Computational image technologies based on machine learning have the potential to greatly improve and accelerate tumor whole slide image analysis. A team led by JAX Associate Professor Jeffrey Chuang, Ph.D., has developed image processing and convolutional neural network software that can combine images of cancers from different organs to reveal how they are related to one another. This is a powerful approach for discovering the shared processes that underlie diverse cancers.
The standard method for characterizing cancer tumors has been for a pathologist to look at a thin section of the tumor on a slide under a microscope. These results have contributed to tumor classification (e.g., malignant or benign), informed diagnostic and treatment decisions, and provided research data. Nowadays molecular assays, such as tumor sequencing, also play a big role, but viewing the actual tumor tissues on slides are still an important source of information.
The traditional process has significant limitations, however. It’s obviously labor intensive, so identifying cancer patterns across thousands of slides or more for research is not feasible. Also, in any group of expert pathologists, some will classify the same tumor tissue section on the slide differently than others. As a result, cancer data in the form of digital images is growing quickly, but their value is limited by the analysis bottleneck. An accurate, automated system provides advantages not only in speed, but also in scope, and scientists have worked to develop and employ computational image analysis systems for these purposes.
Computational science based on biology
Now, advances in computational image analysis and classification have opened the potential for using machine learning-based neural networks for tumor analysis. In “Deep learning-based cross-classifications reveal conserved spatial behaviors within tumor histological images,” a multi-institutional team led by Jackson Laboratory (JAX) , demonstrates that, in addition to accurately determining tumor versus normal tissues, a particular approach for analyzing images known as convolutional neural networks (CNN) can indeed be applied across cancer types to reveal shared traits. They were also able to apply their image processing and CNN methods to detect patterns in cancers with common molecular drivers, such as TP53 mutations.
The use of CNNs has seen continual progress since the approach was first implemented in the 1980s. CNNs are actually based on our own biology, in which each cortical neuron only responds to stimuli in a specific region of the visual field. Inputs from different neurons are assembled in the neural networks of the brain, yielding our perception of the entire visual field. Thus, when “trained” on reference images, computational CNNs are able to recognize and assemble complex patterns from smaller, simpler input data. Employing CNNs offers a possible leap forward for cancer image analysis, but applying them across cancer types and tissues has remained a formidable challenge.
A boon to cancer research?
In this study, the research team used 27,815 scanned images over 19 cancer types from The Cancer Genome Atlas (TCGA), which contains a large amount of annotated cancer data, for their training and analysis. As a first step, they developed classifiers based on each cancer type, and these were able to classify tumor versus normal images for each of the cancer types with high accuracy.
CNNs can be particularly valuable for comparing image sets to detect previously unrecognized patterns. Therefore, as a second step, Chuang tested the notion that different tumor types share detectable features distinct from normal tissues. Remarkably, the CNN trained on any single tissue also successfully classified cancer versus normal tissue in other tissues, indicating that there are indeed shared features across cancer types that are not present in normal tissue. Bladder, uterine and breast cancers, in particular, were found to display features universal across cancer types.
The team also investigated whether the CNN could classify driver mutation status in different cancer types. Choosing five cancers with high TP53 mutation frequency (breast, lung, stomach, colon, bladder), the researchers found that images from one cancer type could be used to train classifiers for other types, though they needed to adjust to a more computationally intensive approach to train the neural networks to achieve higher predictive performance. Even then, some cancers, such as lung adenocarcinoma, were easier to predict than others, particularly stomach adenocarcinoma.

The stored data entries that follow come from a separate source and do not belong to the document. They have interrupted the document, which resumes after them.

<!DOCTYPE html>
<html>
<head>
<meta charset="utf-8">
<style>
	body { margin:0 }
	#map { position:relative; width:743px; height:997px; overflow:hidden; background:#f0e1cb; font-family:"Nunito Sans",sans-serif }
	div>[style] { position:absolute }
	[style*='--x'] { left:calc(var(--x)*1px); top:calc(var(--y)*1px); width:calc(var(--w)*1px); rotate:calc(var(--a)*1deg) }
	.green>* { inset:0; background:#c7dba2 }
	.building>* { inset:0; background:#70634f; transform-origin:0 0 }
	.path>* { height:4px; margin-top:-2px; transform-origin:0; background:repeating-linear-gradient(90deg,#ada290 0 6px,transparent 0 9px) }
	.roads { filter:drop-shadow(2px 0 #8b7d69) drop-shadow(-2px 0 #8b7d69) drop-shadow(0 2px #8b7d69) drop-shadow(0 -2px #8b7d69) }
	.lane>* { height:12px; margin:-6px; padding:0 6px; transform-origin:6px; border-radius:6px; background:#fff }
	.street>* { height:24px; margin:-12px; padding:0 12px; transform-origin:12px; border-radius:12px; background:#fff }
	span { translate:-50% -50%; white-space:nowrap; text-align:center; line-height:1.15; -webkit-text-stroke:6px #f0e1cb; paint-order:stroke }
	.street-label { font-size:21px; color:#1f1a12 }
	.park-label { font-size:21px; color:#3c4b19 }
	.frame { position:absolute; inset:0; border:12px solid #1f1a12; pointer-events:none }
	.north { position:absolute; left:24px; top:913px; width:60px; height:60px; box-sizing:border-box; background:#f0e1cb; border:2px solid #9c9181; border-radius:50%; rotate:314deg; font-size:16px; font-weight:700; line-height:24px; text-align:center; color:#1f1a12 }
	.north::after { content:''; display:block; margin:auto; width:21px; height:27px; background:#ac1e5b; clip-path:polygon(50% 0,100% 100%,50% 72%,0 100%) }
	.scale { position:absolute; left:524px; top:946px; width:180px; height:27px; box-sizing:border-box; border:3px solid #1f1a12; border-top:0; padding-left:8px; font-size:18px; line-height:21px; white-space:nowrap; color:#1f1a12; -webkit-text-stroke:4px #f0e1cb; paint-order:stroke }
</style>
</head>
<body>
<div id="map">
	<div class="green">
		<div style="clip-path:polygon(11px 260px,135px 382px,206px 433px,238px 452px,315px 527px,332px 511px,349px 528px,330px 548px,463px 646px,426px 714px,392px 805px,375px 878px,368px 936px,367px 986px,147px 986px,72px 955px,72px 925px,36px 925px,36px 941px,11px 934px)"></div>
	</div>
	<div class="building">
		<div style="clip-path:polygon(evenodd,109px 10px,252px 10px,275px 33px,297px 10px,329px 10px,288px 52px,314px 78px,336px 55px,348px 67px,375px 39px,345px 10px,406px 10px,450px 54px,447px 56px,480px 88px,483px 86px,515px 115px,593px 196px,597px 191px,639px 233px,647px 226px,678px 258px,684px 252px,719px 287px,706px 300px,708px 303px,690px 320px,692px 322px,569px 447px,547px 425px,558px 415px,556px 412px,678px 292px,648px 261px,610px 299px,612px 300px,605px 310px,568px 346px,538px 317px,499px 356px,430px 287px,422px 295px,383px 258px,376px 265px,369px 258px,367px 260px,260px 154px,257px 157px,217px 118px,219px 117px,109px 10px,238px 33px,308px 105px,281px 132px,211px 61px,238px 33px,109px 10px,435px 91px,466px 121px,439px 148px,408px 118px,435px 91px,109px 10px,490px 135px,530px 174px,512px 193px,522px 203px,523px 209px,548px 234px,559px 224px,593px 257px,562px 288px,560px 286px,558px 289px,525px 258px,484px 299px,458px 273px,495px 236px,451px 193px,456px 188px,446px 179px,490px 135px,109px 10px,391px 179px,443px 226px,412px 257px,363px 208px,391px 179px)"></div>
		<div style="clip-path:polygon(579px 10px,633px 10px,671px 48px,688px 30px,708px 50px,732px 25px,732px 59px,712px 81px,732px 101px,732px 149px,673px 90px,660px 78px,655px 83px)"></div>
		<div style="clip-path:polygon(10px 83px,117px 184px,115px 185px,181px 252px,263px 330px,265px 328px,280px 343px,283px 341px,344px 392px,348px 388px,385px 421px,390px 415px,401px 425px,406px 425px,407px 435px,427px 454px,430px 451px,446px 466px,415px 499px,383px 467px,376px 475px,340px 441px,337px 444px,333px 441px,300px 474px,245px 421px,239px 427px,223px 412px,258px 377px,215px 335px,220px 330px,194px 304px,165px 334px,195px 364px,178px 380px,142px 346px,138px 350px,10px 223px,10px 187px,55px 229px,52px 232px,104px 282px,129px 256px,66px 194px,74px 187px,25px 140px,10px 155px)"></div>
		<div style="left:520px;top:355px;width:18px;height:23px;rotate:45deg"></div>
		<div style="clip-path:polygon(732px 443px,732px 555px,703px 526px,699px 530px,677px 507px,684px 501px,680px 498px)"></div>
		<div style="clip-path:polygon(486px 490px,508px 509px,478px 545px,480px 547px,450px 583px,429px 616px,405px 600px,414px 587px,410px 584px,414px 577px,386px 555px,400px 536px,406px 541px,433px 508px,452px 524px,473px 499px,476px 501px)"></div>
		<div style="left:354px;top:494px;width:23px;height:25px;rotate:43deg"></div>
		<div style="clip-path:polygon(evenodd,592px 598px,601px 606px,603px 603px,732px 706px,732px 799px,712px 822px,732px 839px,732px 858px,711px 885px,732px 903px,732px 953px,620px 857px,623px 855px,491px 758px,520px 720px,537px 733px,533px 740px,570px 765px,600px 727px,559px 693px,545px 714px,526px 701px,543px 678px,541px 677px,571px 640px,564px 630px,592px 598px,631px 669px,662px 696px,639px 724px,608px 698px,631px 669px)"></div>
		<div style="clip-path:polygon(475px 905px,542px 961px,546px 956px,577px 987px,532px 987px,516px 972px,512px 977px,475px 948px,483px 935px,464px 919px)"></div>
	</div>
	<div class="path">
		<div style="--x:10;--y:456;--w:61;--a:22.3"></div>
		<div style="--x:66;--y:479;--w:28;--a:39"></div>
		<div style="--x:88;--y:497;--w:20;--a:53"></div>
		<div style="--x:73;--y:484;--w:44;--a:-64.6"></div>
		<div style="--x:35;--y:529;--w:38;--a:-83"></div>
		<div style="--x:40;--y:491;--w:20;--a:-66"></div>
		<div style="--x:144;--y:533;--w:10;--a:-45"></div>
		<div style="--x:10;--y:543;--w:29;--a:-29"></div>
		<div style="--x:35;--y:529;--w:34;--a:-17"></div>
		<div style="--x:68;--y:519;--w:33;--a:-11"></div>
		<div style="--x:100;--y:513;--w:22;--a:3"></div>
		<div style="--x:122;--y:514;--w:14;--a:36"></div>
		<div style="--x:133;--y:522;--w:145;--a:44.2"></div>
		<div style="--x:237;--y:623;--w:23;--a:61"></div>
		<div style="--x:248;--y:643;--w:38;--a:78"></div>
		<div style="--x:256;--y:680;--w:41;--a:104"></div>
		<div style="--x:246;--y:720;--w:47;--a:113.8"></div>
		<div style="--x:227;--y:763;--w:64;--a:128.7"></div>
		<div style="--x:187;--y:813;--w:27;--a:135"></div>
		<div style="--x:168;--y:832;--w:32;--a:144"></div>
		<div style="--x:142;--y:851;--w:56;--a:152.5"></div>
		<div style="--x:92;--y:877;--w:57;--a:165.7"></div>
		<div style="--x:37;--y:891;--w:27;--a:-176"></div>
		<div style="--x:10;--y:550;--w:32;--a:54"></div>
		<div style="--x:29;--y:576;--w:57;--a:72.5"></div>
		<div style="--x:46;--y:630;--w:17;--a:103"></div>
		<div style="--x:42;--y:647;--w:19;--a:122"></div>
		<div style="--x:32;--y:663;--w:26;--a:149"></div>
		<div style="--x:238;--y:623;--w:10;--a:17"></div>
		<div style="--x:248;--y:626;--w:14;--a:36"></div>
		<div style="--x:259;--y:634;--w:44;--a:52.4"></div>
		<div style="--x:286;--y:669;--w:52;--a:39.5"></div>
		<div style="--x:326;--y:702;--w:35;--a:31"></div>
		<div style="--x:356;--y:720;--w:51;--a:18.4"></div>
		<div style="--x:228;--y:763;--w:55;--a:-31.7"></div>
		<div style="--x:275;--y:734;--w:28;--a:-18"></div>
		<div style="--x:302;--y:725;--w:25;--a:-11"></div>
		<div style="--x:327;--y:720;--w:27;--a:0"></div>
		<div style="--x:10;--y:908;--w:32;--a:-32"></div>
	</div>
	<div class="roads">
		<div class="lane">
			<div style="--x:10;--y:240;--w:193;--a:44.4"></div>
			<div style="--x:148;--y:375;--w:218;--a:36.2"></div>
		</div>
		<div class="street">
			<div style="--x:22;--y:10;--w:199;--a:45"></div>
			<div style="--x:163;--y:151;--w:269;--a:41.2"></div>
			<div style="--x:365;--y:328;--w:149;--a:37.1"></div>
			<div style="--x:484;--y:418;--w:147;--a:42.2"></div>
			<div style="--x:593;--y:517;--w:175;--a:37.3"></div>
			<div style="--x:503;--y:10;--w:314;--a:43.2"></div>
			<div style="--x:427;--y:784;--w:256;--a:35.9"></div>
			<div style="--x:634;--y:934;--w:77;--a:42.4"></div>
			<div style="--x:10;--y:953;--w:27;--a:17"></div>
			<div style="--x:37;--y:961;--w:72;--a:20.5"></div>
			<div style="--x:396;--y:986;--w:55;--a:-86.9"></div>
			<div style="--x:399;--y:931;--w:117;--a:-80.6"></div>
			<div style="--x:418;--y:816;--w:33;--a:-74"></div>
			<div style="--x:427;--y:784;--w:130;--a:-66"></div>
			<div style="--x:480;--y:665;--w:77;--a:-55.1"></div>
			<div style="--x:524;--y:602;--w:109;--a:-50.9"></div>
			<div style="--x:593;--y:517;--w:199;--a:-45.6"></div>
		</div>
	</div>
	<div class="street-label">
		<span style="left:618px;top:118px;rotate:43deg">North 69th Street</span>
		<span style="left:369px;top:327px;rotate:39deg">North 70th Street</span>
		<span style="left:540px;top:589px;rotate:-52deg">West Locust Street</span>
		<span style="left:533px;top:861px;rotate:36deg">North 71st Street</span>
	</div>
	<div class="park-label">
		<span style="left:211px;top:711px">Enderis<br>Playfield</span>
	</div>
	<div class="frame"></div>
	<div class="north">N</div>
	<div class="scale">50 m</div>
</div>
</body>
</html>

“Our work shows that images of cancer, even from different parts of the body, can be rapidly computationally compared to reveal when they are similar to one another,” says Chuang. “This will be an important way to select treatments for patients in the future.”
The results underscore the potential that CNNs have for analyses across cancer types, and their importance for identifying previously unrecognized patterns in the image data. Moving forward, it will be important to mechanistically examine the patterns within images that determine their similarity, and then develop these approaches to better predict how patients will respond to treatment.